Multiple imputation and genetic programming for classification with incomplete data

Cao Truong Tran, Mengjie Zhang, Peter Andreae, Bing Xue

Published: 2017, Last Modified: 02 Oct 2024GECCO 2017EveryoneRevisionsBibTeXCC BY-SA 4.0

Abstract: Many industrial and research datasets suffer from an unavoidable issue of missing values. One of the most common approaches to solving classification with incomplete data is to use an imputation method to fill missing values with plausible values before applying classification algorithms. Multiple imputation is a powerful approach to estimating missing values, but it is very expensive to use multiple imputation to estimate missing values for a single instance that needs to be classified.

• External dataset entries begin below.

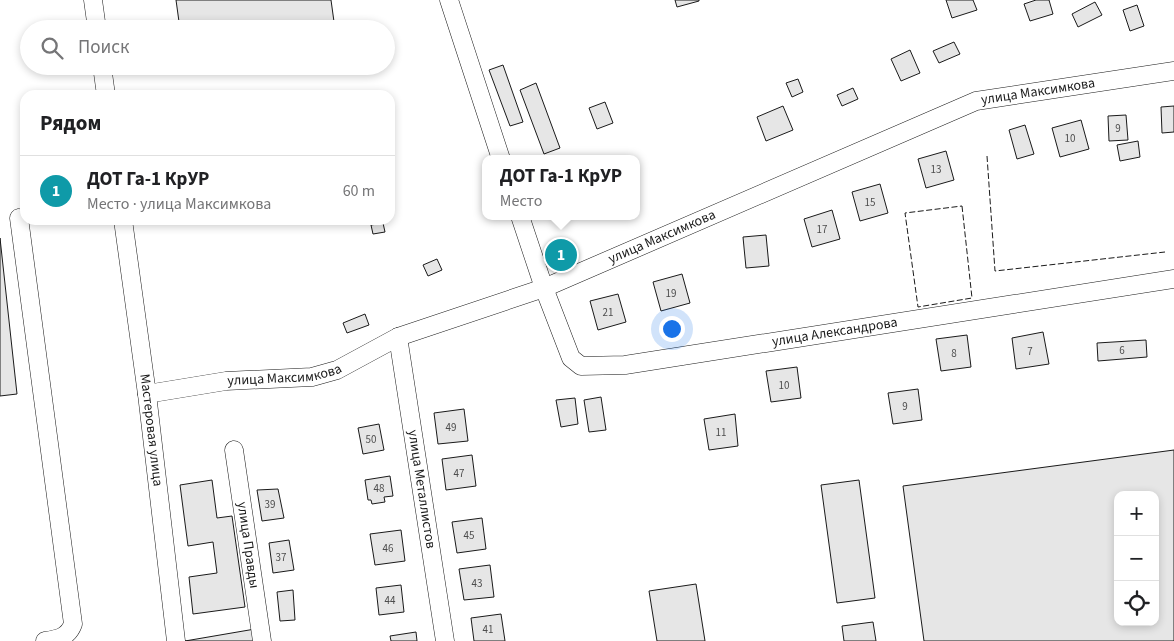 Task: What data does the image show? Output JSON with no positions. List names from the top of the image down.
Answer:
{
  "streets": {
    "street": [
      "улица Максимкова",
      "улица Александрова",
      "Мастеровая улица",
      "улица Металлистов",
      "улица Правды"
    ]
  },
  "crossings": [
    ["улица Максимкова", "улица Александрова"],
    ["улица Максимкова", "Мастеровая улица"],
    ["улица Максимкова", "улица Металлистов"]
  ],
  "house_numbers": [
    "9",
    "10",
    "13",
    "15",
    "17",
    "19",
    "21",
    "6",
    "7",
    "8",
    "10",
    "9",
    "49",
    "11",
    "50",
    "47",
    "48",
    "39",
    "45",
    "46",
    "37",
    "43",
    "44",
    "41"
  ],
  "page": {
    "search": "Поиск",
    "heading": "Рядом",
    "popup": ["ДОТ Га-1 КрУР", "Место"],
    "list": [
      {
        "mark": "1",
        "name": "ДОТ Га-1 КрУР",
        "note": "Место · улица Максимкова",
        "value": "60 m"
      }
    ],
    "pins": "1",
    "map_buttons": ["+", "−"]
  }
} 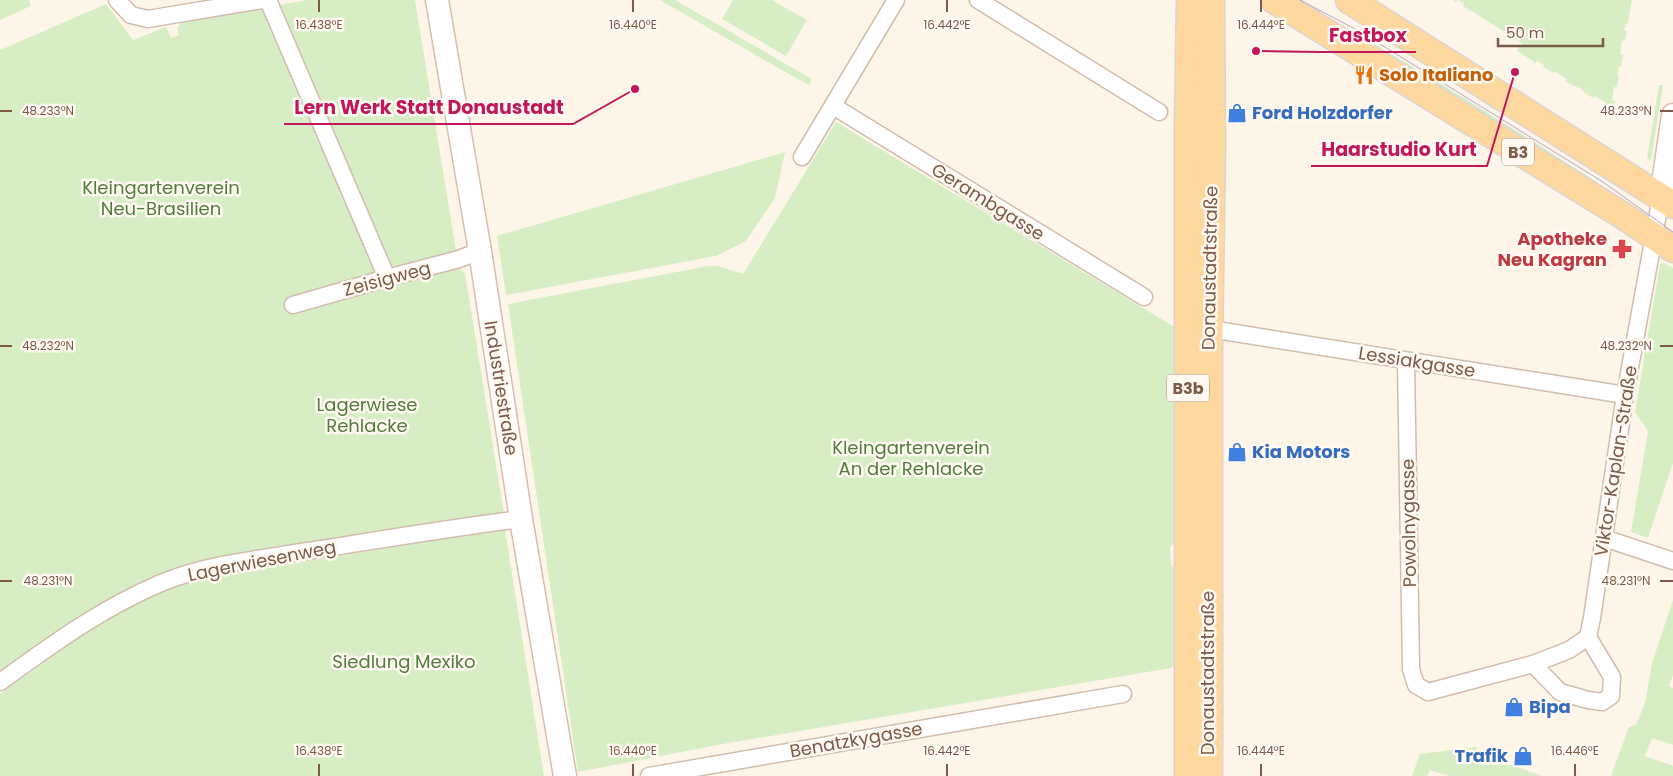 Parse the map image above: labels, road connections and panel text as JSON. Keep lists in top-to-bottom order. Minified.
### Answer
{"streets":{"main road":["B3","Donaustadtstraße","B3b"],"street":["Gerambgasse","Zeisigweg","Lessiakgasse","Industriestraße","Viktor-Kaplan-Straße","Powolnygasse","Lagerwiesenweg","Benatzkygasse"]},"crossings":[["B3","Viktor-Kaplan-Straße"],["Donaustadtstraße","Lessiakgasse"],["Zeisigweg","Industriestraße"],["Lessiakgasse","Viktor-Kaplan-Straße"],["Lessiakgasse","Powolnygasse"],["Industriestraße","Lagerwiesenweg"]],"parks":["Kleingartenverein Neu-Brasilien","Lagerwiese Rehlacke","Kleingartenverein An der Rehlacke","Siedlung Mexiko"],"places":{"other":["Fastbox","Haarstudio Kurt","Lern Werk Statt Donaustadt"],"restaurant":["Solo Italiano"],"shop":["Ford Holzdorfer","Kia Motors","Bipa","Trafik"],"pharmacy":["Apotheke Neu Kagran"]},"scale_bar":"50 m","coordinates":["16.438°E","16.440°E","16.442°E","16.444°E","48.233°N","48.232°N","48.231°N","16.446°E"]} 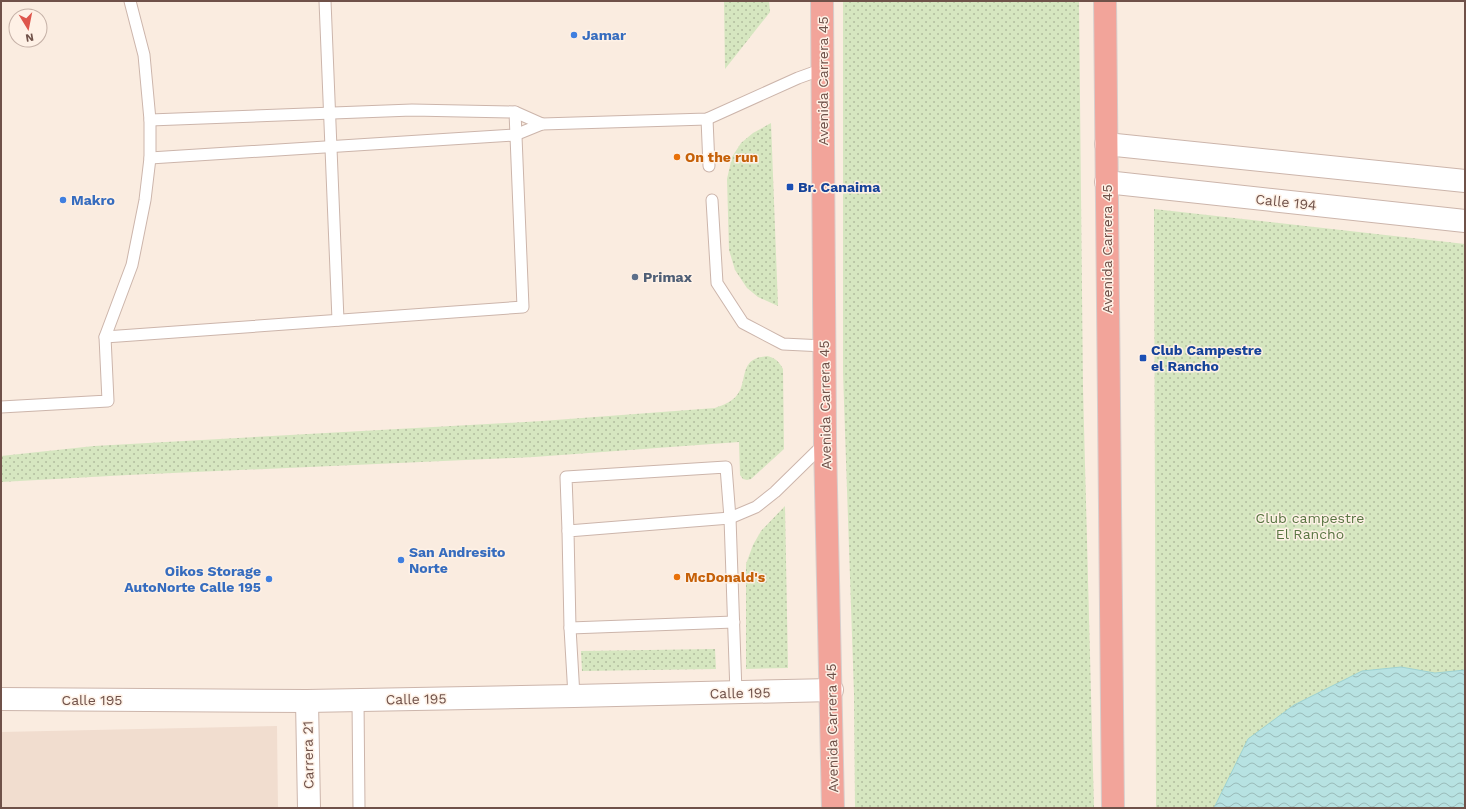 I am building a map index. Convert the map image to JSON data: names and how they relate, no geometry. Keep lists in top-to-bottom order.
{
  "streets": {
    "highway": ["Avenida Carrera 45"],
    "street": ["Calle 194", "Calle 195", "Carrera 21"]
  },
  "crossings": [
    ["Avenida Carrera 45", "Calle 194"],
    ["Avenida Carrera 45", "Calle 195"],
    ["Calle 195", "Carrera 21"]
  ],
  "parks": ["Club campestre El Rancho"],
  "places": {
    "other": [
      "Jamar",
      "On the run",
      "Makro",
      "Primax",
      "San Andresito Norte",
      "McDonald's",
      "Oikos Storage AutoNorte Calle 195"
    ],
    "transit": ["Br. Canaima", "Club Campestre el Rancho"]
  },
  "north": "bottom"
} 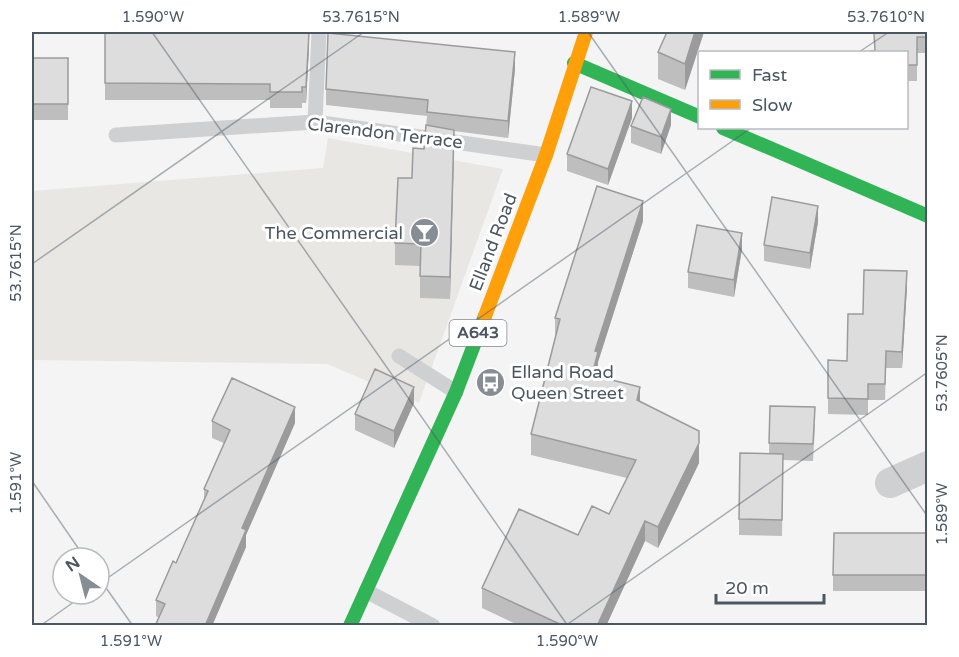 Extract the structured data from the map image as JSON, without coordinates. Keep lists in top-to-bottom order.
{
  "streets": {
    "main road": ["Elland Road", "A643"],
    "lane": ["Clarendon Terrace"]
  },
  "crossings": [
    ["Clarendon Terrace", "Elland Road"]
  ],
  "places": {
    "bar": ["The Commercial"],
    "bus stop": ["Elland Road Queen Street"]
  },
  "legend": ["Fast", "Slow"],
  "scale_bar": "20 m",
  "north": "top left",
  "coordinates": [
    "1.590°W",
    "53.7615°N",
    "1.589°W",
    "53.7610°N",
    "53.7605°N",
    "1.591°W"
  ]
}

Genetic programming (GP) has been widely used to construct classifiers for complete data, but it seldom has been used for incomplete data. This paper proposes an approach to combining multiple imputation and GP to evolve classifiers for incomplete data. The proposed method uses multiple imputation to provide a high quality training data. It also searches for common patterns of missing values, and uses GP to build a classifier for each pattern of missing values. Therefore, the proposed method generates a set of classifiers that can be used to directly classify any new incomplete instance without requiring imputation. Experimental results show that the proposed method not only can be faster than other common methods for classification with incomplete data but also can achieve better classification accuracy.